The deep penetrating nevus (DPN) is a rare benign melanocytic tumor often clinically and histopathologically mistaken for malignant melanoma (MM) and other nevus types. This report describes an extremely rare case of multiple lesions of a large DPN in the oral cavity with extensive infiltration to the minor salivary gland, buccal fat pad, buccinators, and masseter muscles, yet with preservation of the normal anatomic architecture. After receiving a diagnosis of MM in another hospital, the patient was at risk for receiving a wide excision that included the masticatory muscles, facial nerve, and overlying skin.
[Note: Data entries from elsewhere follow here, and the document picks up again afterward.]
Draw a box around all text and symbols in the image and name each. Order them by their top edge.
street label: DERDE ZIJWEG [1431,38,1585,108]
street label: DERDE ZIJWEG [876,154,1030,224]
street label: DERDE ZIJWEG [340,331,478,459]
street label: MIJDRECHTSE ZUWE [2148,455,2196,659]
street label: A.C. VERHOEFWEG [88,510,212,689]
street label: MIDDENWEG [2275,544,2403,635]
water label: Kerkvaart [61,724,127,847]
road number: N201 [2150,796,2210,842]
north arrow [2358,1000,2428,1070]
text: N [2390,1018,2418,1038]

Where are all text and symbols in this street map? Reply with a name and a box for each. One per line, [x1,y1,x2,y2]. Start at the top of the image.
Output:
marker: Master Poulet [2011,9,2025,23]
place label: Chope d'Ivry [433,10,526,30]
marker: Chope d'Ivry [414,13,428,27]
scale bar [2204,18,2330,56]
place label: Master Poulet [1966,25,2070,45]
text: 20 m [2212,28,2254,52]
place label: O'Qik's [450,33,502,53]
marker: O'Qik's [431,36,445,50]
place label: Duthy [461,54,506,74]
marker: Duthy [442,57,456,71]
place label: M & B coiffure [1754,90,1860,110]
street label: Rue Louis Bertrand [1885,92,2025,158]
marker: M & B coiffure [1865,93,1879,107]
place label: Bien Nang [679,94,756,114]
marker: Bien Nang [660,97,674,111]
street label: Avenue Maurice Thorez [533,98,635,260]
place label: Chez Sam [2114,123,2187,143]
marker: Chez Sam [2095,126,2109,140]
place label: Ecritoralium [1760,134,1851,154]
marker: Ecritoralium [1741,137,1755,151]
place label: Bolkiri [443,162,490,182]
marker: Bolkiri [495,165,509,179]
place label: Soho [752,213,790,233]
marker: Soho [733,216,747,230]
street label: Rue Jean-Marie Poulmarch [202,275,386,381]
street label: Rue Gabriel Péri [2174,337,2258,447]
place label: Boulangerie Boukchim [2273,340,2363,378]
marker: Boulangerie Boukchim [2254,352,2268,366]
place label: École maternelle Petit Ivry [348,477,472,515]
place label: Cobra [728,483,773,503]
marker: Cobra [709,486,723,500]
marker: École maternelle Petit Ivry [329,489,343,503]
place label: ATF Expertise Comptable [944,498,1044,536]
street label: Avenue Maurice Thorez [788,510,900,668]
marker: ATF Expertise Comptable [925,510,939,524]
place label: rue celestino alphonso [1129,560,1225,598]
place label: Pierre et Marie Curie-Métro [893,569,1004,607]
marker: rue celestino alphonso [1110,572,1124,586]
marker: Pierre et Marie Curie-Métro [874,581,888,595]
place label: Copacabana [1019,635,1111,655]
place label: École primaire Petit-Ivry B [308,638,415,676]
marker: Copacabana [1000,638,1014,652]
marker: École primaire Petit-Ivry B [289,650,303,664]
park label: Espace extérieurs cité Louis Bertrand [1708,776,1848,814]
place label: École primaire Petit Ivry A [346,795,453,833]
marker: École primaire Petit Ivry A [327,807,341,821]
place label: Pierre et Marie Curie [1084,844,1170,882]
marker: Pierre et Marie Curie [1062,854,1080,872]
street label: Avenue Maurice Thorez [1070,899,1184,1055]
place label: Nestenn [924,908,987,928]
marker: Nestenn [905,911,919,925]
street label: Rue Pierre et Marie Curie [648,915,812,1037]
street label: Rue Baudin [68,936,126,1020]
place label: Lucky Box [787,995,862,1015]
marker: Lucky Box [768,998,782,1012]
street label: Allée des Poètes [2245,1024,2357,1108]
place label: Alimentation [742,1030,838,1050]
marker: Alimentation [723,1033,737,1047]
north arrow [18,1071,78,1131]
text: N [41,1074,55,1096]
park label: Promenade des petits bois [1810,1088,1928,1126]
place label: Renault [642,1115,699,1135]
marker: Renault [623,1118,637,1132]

Histopathologically, distinct cellular properties were completely masked with heavy pigmentation, thus precluding a proper distinction of benignity versus malignancy. The proliferative capacity of the tumor was analyzed further by immunohistochemistry of bleached tissue sections and tumor behavior was indirectly evaluated by insufficient tumor stromal interaction, with the conclusion that the specimen was benign. Conservative surgery was limited to the oral cavity. Multiple DPNs in the oral cavity merit attention because of the high risk of being mistaken for MM, which would require a wider surgical excision of the head and neck region.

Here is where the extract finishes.